Records excerpted from a collection
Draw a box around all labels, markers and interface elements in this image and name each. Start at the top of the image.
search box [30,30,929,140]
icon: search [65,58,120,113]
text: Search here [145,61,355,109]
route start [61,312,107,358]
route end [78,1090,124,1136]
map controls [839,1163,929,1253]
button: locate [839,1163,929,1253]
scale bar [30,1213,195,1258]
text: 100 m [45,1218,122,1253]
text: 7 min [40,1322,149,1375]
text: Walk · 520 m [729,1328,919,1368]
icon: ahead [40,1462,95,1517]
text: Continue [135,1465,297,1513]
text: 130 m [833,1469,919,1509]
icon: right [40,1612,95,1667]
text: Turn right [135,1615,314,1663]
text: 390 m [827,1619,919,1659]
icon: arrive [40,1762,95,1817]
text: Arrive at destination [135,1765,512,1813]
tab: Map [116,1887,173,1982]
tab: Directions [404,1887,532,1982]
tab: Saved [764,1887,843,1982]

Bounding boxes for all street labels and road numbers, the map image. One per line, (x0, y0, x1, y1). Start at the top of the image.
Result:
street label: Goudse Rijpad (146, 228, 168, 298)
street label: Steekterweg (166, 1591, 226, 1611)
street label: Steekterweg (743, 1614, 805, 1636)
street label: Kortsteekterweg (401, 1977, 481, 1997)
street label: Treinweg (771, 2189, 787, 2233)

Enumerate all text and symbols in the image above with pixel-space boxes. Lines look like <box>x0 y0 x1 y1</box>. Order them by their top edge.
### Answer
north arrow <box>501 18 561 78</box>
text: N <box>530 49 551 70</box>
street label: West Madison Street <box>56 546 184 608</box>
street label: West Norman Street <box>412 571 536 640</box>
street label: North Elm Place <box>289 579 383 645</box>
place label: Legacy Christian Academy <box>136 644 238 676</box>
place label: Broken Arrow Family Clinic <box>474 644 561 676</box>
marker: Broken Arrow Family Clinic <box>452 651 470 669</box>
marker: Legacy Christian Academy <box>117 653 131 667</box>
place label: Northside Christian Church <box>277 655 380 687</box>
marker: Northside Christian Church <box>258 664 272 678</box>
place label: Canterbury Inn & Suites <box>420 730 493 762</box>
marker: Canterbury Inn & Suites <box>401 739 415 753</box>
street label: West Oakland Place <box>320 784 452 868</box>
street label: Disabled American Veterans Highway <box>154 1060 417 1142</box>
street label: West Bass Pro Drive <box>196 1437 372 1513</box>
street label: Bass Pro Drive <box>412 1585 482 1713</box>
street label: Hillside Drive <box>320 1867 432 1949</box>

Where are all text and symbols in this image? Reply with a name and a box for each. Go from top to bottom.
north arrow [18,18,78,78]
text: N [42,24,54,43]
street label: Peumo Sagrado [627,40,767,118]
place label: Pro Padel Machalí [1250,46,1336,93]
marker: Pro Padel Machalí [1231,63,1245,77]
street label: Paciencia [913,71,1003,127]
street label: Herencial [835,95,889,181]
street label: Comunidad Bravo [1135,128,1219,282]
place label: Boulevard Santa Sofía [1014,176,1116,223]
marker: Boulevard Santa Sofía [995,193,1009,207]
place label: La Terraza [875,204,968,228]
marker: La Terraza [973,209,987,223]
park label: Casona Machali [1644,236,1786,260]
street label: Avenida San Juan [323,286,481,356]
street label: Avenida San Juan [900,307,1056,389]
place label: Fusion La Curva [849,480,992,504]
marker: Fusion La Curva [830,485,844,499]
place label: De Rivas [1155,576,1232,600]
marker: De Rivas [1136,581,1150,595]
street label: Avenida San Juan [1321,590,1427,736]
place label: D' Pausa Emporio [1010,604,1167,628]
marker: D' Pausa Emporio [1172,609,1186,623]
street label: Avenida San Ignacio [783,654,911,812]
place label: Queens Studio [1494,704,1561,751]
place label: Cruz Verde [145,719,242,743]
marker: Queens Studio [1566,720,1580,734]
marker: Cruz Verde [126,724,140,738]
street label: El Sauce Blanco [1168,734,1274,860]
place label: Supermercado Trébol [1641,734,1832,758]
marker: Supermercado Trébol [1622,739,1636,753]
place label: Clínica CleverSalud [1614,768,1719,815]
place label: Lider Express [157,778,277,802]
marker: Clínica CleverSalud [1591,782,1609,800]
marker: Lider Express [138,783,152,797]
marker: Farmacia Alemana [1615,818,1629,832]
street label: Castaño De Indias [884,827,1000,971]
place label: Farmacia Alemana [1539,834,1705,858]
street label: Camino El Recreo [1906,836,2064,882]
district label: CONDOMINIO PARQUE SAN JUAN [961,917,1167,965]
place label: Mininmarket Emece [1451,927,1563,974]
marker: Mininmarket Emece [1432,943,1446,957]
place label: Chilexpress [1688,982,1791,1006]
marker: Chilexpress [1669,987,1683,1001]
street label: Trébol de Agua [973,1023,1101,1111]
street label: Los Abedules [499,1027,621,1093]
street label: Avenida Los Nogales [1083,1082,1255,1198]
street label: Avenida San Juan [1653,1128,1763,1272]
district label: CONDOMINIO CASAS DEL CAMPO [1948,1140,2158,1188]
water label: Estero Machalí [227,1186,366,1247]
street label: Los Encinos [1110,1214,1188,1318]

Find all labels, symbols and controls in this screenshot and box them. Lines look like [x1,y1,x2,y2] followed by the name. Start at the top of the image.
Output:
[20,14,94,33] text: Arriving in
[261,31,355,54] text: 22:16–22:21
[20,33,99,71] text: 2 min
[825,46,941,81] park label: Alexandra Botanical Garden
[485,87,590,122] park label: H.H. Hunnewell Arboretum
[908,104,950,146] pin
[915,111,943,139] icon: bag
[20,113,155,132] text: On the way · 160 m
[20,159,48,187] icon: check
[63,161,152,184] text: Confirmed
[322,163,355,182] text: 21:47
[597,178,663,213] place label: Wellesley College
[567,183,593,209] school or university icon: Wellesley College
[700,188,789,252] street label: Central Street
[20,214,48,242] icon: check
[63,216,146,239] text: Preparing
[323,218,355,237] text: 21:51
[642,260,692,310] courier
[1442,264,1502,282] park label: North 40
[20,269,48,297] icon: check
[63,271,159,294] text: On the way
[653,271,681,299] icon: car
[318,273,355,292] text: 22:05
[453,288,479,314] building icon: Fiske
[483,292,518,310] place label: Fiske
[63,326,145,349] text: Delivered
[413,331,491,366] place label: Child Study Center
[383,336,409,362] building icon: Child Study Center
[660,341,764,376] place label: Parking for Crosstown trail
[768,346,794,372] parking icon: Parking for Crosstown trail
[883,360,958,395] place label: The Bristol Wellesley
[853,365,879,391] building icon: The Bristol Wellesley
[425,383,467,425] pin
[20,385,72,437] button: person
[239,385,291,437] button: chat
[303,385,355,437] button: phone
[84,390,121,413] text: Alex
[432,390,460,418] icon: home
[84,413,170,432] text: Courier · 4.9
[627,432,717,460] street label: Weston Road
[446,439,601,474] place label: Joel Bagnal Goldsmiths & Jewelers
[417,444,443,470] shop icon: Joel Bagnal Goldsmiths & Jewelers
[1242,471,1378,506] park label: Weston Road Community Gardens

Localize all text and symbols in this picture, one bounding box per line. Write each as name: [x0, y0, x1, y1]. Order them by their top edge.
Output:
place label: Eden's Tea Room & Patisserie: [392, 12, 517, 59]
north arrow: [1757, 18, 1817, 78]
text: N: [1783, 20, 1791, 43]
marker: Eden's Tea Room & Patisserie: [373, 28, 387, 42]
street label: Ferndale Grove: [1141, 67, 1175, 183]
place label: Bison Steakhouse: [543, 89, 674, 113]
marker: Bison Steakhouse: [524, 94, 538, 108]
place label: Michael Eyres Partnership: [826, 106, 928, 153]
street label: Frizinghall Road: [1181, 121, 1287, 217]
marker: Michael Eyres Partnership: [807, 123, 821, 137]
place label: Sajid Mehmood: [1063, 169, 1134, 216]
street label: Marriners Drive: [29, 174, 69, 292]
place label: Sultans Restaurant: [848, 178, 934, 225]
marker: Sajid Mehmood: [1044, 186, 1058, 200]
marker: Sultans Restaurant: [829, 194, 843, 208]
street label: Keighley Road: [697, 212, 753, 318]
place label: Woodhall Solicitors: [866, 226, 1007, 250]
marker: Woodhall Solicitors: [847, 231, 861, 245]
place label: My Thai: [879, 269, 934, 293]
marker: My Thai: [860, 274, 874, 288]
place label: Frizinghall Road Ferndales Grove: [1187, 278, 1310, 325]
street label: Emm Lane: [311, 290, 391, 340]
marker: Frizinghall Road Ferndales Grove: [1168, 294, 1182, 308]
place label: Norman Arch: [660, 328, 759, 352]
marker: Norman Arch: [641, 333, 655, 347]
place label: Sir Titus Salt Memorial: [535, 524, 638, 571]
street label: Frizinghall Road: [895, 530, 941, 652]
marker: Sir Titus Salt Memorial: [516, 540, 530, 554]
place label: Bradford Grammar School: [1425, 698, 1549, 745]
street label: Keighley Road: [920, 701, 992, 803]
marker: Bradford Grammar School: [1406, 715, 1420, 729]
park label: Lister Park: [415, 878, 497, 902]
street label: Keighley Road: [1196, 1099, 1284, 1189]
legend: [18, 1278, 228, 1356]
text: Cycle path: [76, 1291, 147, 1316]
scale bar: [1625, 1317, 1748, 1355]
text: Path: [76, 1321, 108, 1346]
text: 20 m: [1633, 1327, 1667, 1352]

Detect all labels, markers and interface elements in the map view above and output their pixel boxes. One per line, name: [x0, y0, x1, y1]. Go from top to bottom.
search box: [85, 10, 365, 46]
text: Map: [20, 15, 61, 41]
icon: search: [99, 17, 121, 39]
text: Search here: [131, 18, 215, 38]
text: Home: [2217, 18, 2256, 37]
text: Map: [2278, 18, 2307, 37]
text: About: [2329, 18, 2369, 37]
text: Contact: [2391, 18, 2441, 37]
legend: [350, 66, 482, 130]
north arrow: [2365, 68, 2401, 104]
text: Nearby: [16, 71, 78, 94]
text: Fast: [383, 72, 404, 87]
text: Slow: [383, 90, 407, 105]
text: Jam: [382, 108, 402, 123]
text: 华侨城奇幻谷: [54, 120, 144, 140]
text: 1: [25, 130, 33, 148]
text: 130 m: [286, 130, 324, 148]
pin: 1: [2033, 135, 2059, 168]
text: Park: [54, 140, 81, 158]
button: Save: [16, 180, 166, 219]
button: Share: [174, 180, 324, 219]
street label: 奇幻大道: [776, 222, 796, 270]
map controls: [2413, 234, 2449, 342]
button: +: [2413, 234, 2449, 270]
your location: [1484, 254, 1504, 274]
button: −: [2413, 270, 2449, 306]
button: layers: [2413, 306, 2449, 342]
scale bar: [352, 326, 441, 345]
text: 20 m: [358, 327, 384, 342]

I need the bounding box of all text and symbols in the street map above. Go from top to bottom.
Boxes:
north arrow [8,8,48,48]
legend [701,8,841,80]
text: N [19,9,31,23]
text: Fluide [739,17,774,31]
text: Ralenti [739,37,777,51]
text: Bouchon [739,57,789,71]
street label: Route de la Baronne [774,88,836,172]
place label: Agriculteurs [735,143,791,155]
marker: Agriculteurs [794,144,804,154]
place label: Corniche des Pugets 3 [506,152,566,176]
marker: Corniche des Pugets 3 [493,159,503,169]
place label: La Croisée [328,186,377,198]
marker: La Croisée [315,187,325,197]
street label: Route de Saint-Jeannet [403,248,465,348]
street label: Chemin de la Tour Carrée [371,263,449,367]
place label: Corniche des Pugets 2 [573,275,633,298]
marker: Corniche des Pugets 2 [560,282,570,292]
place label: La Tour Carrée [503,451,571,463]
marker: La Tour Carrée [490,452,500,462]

### Task objective
Nothing but the lines from the one with "I need the bounding" to the last line of the data should appear in the answer, each exactly as it stands.

### Answer space
I need the bounding box of all text and symbols in the street map above. Go from top to bottom.
Boxes:
north arrow [8,8,48,48]
legend [701,8,841,80]
text: N [19,9,31,23]
text: Fluide [739,17,774,31]
text: Ralenti [739,37,777,51]
text: Bouchon [739,57,789,71]
street label: Route de la Baronne [774,88,836,172]
place label: Agriculteurs [735,143,791,155]
marker: Agriculteurs [794,144,804,154]
place label: Corniche des Pugets 3 [506,152,566,176]
marker: Corniche des Pugets 3 [493,159,503,169]
place label: La Croisée [328,186,377,198]
marker: La Croisée [315,187,325,197]
street label: Route de Saint-Jeannet [403,248,465,348]
street label: Chemin de la Tour Carrée [371,263,449,367]
place label: Corniche des Pugets 2 [573,275,633,298]
marker: Corniche des Pugets 2 [560,282,570,292]
place label: La Tour Carrée [503,451,571,463]
marker: La Tour Carrée [490,452,500,462]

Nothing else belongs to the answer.